» TASK DETAILS
Return the data below unchanged. Drop any pictures.

Saved data entries:
══════════════════════════════

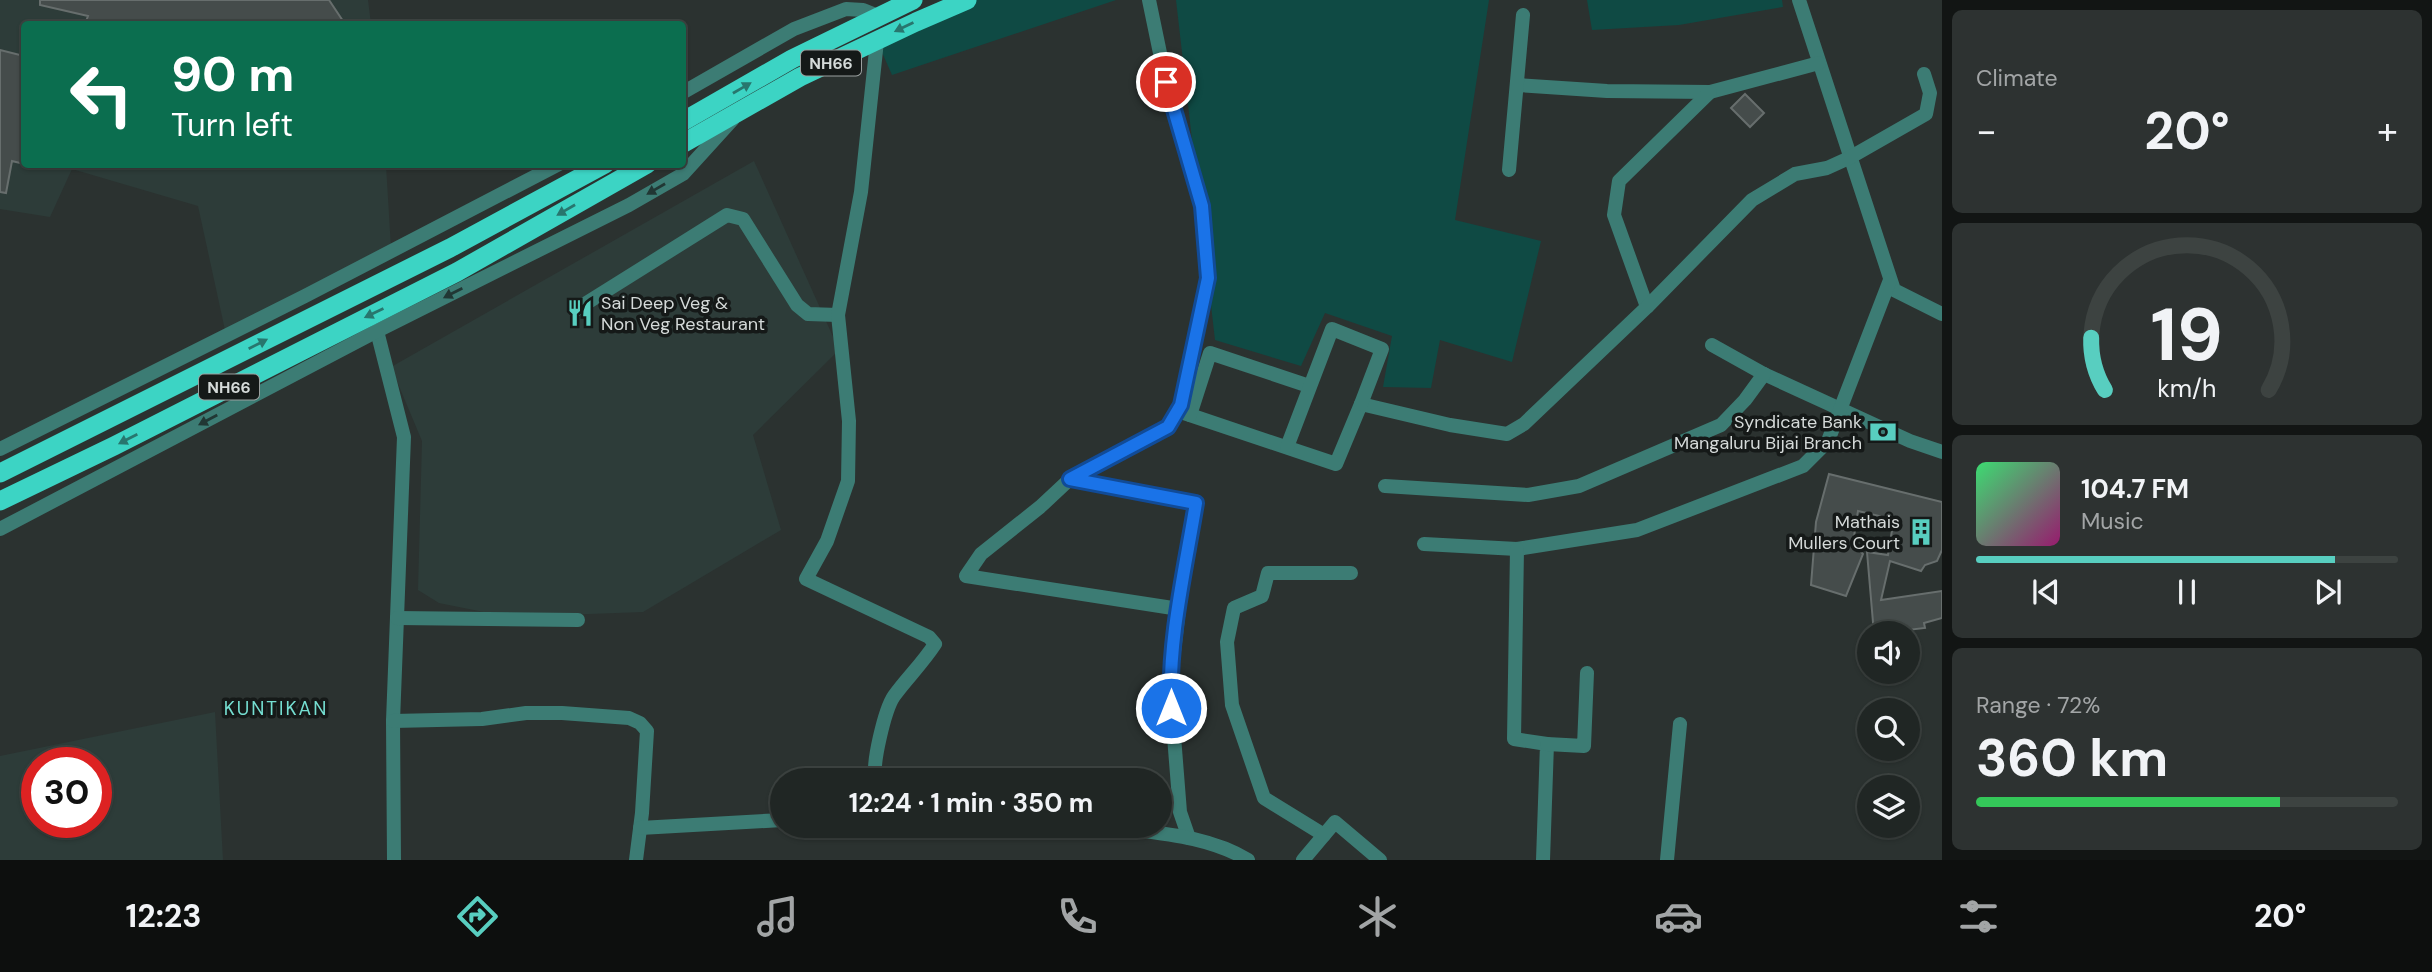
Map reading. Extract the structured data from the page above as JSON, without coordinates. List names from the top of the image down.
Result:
{
  "streets": {
    "highway": ["NH66"]
  },
  "districts": ["KUNTIKAN"],
  "places": {
    "restaurant": ["Sai Deep Veg & Non Veg Restaurant"],
    "bank": ["Syndicate Bank Mangaluru Bijai Branch"],
    "building": ["Mathais Mullers Court"]
  },
  "page": {
    "tile": [
      "Climate",
      ["Range · 72%", "360 km"]
    ],
    "turn": ["90 m", "Turn left"],
    "heat": ["−", "20°", "+"],
    "song": ["104.7 FM", "Music"],
    "limit": "30",
    "trip": "12:24 · 1 min · 350 m",
    "tabs": ["12:23", "20°"],
    "gauge": ["19", "km/h"]
  }
}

══════════════════════════════

» SOLVED EXERCISE
Map reading. Extract the structured data from the page above as JSON, without coordinates. List names from the top of the image down.
Result:
{
  "streets": {
    "highway": ["NH66"]
  },
  "districts": ["KUNTIKAN"],
  "places": {
    "restaurant": ["Sai Deep Veg & Non Veg Restaurant"],
    "bank": ["Syndicate Bank Mangaluru Bijai Branch"],
    "building": ["Mathais Mullers Court"]
  },
  "page": {
    "tile": [
      "Climate",
      ["Range · 72%", "360 km"]
    ],
    "turn": ["90 m", "Turn left"],
    "heat": ["−", "20°", "+"],
    "song": ["104.7 FM", "Music"],
    "limit": "30",
    "trip": "12:24 · 1 min · 350 m",
    "tabs": ["12:23", "20°"],
    "gauge": ["19", "km/h"]
  }
}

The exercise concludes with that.